A topic people are comfortable discussing doesn’t qualify as something intimate– even if it were a prior generation’s social taboo; even if those engaged in the conversation use both verbal and non-verbal performative markers of sensitivity and pseudo-shame. Under the right set of circumstances, people like talking about sex; with the right combination of playful cojoling and hard liquor, people like talking about their sexual fantasies. The world has become a safe space for this kind of talk. My eighth grade teacher was right: it’s okay to masturbate. 

What people won’t talk about are their non-sexual fantasies. This is what adults find intimate, even if the fantasies are mundane; a life similar to your own but functional; a life where you did the right things; a life where things worked out; where you were afforded the minor luxuries that other people take for granted. Growing up without an alcoholic father; without a controlling mother. A girlfriend who wants you; a wife who respects you; a family like the Griswolds. Where you haven’t lost your Chevy Chase-like idealism; where you feel comfortable in your role as patriarch; with the perfect career; the perfect suburban house; the perfect vacation; the perfect Christmas. These are the fantasies people won’t tell you.
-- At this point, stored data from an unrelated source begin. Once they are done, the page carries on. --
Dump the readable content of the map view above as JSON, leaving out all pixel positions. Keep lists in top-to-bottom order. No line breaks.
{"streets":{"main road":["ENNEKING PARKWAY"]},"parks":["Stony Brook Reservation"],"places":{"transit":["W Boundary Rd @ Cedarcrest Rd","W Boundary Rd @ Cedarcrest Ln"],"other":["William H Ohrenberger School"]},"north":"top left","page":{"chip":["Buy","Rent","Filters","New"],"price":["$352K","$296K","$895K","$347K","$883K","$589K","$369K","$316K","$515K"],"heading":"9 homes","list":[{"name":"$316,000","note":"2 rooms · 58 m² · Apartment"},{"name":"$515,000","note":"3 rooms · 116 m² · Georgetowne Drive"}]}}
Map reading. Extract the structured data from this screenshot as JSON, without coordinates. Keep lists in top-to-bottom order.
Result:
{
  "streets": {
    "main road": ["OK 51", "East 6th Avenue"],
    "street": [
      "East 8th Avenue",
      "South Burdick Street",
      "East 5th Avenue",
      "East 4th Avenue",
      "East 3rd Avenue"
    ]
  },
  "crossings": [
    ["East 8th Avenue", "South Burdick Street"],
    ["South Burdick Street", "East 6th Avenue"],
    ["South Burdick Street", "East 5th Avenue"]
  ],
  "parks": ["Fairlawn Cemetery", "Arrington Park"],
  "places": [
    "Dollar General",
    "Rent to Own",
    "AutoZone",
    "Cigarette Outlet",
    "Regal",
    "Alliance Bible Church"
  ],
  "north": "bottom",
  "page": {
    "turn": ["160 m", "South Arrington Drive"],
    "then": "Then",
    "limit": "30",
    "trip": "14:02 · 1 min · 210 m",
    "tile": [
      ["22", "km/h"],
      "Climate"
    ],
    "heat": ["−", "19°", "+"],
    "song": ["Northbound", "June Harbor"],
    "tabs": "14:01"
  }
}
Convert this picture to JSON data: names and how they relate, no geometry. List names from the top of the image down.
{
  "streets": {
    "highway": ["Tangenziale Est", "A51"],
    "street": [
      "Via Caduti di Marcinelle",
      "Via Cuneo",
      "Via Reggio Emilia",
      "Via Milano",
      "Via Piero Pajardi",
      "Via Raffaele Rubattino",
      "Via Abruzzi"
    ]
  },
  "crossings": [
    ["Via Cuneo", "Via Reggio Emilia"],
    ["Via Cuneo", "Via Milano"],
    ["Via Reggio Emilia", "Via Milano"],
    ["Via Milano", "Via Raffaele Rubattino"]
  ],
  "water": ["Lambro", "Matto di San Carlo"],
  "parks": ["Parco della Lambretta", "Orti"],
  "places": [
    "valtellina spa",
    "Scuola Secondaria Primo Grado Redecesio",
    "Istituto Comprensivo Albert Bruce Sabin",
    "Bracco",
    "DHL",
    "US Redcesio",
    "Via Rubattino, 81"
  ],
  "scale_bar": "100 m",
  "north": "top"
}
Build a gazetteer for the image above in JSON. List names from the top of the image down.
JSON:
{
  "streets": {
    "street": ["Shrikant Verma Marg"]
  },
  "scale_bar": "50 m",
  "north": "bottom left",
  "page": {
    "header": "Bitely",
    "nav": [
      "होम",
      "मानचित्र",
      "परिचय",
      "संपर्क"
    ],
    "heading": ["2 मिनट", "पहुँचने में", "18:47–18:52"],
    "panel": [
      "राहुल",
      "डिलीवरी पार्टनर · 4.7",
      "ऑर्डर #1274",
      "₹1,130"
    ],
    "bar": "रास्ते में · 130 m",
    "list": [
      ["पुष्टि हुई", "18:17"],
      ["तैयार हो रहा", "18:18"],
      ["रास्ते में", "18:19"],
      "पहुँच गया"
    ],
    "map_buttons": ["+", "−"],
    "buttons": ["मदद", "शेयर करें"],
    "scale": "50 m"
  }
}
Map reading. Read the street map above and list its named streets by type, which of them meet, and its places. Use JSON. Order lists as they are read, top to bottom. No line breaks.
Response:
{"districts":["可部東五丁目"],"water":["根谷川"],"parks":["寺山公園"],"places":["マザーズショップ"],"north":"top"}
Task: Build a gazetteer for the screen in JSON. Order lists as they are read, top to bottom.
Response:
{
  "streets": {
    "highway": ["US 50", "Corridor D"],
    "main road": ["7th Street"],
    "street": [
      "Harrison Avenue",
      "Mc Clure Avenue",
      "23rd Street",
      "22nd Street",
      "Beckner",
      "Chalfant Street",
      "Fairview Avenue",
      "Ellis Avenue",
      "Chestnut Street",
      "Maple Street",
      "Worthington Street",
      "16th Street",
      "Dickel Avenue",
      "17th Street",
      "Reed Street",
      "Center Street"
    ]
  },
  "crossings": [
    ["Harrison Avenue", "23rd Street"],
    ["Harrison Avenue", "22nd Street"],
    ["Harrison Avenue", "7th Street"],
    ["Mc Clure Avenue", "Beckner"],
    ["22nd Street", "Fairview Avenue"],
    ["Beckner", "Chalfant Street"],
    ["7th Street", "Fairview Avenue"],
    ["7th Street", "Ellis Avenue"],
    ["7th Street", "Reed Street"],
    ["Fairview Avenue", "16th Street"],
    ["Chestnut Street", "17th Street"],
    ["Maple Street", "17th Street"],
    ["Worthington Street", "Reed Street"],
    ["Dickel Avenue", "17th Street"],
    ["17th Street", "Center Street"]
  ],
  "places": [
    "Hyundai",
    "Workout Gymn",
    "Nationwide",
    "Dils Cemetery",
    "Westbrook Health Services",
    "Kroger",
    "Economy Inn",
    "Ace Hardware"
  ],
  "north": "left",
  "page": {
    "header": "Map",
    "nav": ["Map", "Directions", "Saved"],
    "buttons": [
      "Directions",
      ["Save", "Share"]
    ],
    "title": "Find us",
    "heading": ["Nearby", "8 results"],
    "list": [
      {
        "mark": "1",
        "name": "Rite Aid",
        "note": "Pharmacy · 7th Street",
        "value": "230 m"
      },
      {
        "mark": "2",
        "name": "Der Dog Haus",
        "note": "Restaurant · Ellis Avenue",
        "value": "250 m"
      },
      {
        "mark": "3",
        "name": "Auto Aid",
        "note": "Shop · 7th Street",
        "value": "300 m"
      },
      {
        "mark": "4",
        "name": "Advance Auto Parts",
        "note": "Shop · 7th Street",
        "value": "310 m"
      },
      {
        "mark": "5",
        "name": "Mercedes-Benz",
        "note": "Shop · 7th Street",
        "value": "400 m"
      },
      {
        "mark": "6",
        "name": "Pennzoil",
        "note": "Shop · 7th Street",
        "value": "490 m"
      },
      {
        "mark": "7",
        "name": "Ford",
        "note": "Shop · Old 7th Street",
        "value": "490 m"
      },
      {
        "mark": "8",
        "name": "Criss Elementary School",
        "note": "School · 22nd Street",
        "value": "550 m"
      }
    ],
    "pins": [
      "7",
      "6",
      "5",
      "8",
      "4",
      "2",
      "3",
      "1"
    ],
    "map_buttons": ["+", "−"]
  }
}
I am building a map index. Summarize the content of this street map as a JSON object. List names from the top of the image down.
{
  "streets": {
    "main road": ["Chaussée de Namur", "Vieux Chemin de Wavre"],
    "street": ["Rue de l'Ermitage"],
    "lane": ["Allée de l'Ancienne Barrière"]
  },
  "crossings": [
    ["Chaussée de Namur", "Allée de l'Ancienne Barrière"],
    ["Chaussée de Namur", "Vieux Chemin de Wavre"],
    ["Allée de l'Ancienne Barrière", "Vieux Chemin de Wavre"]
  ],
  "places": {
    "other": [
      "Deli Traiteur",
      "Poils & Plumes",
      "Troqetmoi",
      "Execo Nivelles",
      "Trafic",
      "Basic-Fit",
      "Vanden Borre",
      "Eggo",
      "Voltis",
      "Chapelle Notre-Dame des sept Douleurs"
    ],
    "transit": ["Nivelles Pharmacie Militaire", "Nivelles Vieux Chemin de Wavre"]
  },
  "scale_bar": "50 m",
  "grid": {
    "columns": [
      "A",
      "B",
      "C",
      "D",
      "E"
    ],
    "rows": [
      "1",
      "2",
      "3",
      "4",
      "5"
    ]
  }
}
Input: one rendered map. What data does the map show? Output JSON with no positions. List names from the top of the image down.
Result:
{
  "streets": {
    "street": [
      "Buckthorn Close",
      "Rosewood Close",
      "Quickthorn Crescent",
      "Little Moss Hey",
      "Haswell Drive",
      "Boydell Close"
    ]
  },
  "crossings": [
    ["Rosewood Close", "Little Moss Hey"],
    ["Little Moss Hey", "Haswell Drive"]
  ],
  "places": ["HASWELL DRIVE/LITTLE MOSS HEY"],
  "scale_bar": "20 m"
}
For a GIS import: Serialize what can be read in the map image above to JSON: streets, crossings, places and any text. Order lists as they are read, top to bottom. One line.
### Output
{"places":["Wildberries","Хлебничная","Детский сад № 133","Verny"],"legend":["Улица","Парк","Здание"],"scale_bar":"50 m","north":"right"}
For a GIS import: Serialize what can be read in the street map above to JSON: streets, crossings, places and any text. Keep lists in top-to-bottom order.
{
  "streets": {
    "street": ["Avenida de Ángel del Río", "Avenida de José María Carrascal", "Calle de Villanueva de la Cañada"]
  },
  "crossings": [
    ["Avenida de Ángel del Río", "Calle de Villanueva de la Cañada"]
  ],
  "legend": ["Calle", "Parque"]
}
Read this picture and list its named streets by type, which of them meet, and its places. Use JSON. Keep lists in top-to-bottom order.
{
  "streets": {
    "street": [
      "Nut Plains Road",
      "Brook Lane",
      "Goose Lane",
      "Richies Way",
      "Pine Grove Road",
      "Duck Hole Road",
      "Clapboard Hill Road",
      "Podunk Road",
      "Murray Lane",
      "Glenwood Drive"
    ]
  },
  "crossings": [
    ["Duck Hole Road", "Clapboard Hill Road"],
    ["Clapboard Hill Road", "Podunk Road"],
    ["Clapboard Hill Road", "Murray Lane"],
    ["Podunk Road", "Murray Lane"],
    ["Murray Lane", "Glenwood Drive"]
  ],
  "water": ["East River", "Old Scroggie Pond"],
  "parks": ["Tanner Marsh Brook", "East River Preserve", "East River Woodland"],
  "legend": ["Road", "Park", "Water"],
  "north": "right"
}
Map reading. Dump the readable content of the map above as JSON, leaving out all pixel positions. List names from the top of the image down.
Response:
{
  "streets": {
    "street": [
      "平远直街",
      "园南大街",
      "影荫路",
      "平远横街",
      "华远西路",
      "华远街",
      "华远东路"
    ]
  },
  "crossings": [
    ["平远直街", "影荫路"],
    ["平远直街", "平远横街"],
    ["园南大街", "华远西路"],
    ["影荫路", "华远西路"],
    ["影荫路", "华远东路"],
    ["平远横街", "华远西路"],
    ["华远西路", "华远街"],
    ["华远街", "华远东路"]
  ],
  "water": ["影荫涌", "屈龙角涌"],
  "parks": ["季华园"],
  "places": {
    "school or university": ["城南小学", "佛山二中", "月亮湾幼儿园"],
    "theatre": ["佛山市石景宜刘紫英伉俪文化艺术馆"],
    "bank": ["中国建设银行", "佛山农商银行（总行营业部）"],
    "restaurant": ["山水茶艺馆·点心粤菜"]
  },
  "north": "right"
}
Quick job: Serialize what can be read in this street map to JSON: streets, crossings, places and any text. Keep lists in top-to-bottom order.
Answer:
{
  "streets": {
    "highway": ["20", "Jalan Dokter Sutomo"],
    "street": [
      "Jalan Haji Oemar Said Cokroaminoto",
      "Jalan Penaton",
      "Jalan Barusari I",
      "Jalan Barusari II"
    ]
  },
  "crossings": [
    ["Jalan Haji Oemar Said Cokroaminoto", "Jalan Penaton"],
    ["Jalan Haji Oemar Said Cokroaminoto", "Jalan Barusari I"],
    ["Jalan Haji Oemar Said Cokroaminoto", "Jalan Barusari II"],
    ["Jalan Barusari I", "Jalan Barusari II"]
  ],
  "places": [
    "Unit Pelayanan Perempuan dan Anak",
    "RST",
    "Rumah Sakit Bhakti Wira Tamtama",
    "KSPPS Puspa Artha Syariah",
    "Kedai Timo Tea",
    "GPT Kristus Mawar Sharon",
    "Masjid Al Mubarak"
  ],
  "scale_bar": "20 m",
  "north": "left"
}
Maybe these are the fantasies that Teddy has. I didn’t really keep track of Teddy- our lives went in different directions- but I know that he ended up in rehab as a teenager. That he was in a Special Education program in high school. That he knocked up his high school girlfriend- Jen’s cousin Vicki; a few years older than us with big, lucious Playmate-like breasts. That he became a plumber. That maybe he grew up too quickly; that maybe he would have liked more from his life. In eighth grade the future seems unwritten even if it were always predestined. I wonder if he has any regrets; if he lies in bed at night thinking about how things could have been different. 

I wonder if he wants what I have. I went to college; I have a respectable career. I never married; I don’t have children. I don’t have any unnecessary responsibility. I don’t have anything less than freedom.   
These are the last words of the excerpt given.